Every line below should come back exactly as written, though the pictures stay out.

Raw data
=== Begin Enclosure ===
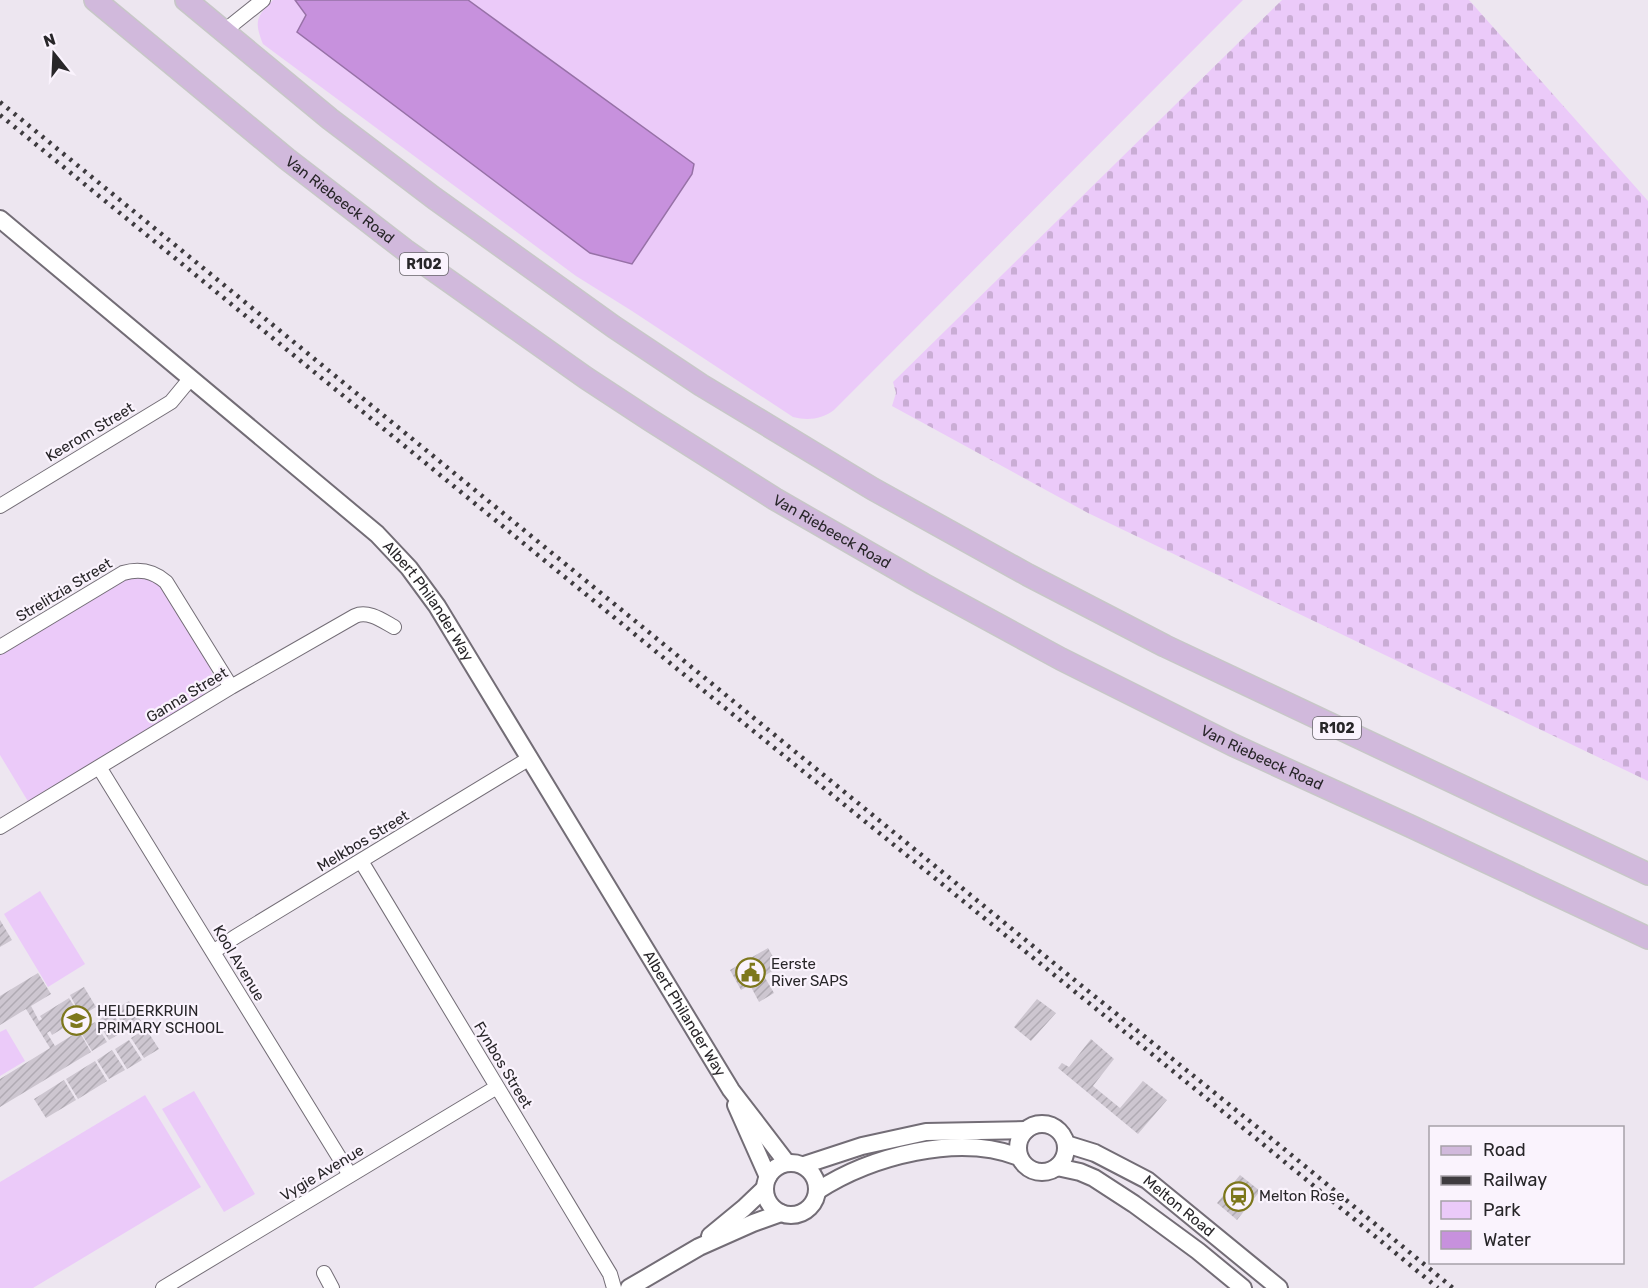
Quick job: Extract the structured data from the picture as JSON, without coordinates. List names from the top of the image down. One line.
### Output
{"streets":{"main road":["Van Riebeeck Road","R102"],"street":["Keerom Street","Strelitzia Street","Albert Philander Way","Ganna Street","Melkbos Street","Kool Avenue","Fynbos Street","Vygie Avenue","Melton Road"]},"crossings":[["Keerom Street","Albert Philander Way"],["Strelitzia Street","Ganna Street"],["Albert Philander Way","Melkbos Street"],["Ganna Street","Kool Avenue"],["Melkbos Street","Kool Avenue"],["Melkbos Street","Fynbos Street"],["Kool Avenue","Vygie Avenue"],["Fynbos Street","Vygie Avenue"]],"places":{"public building":["Eerste River SAPS"],"school or university":["HELDERKRUIN PRIMARY SCHOOL"],"station":["Melton Rose"]},"legend":["Road","Railway","Park","Water"],"north":"top"}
=== End Enclosure ===
Exercise solution
Quick job: Extract the structured data from the picture as JSON, without coordinates. List names from the top of the image down. One line.
### Output
{"streets":{"main road":["Van Riebeeck Road","R102"],"street":["Keerom Street","Strelitzia Street","Albert Philander Way","Ganna Street","Melkbos Street","Kool Avenue","Fynbos Street","Vygie Avenue","Melton Road"]},"crossings":[["Keerom Street","Albert Philander Way"],["Strelitzia Street","Ganna Street"],["Albert Philander Way","Melkbos Street"],["Ganna Street","Kool Avenue"],["Melkbos Street","Kool Avenue"],["Melkbos Street","Fynbos Street"],["Kool Avenue","Vygie Avenue"],["Fynbos Street","Vygie Avenue"]],"places":{"public building":["Eerste River SAPS"],"school or university":["HELDERKRUIN PRIMARY SCHOOL"],"station":["Melton Rose"]},"legend":["Road","Railway","Park","Water"],"north":"top"}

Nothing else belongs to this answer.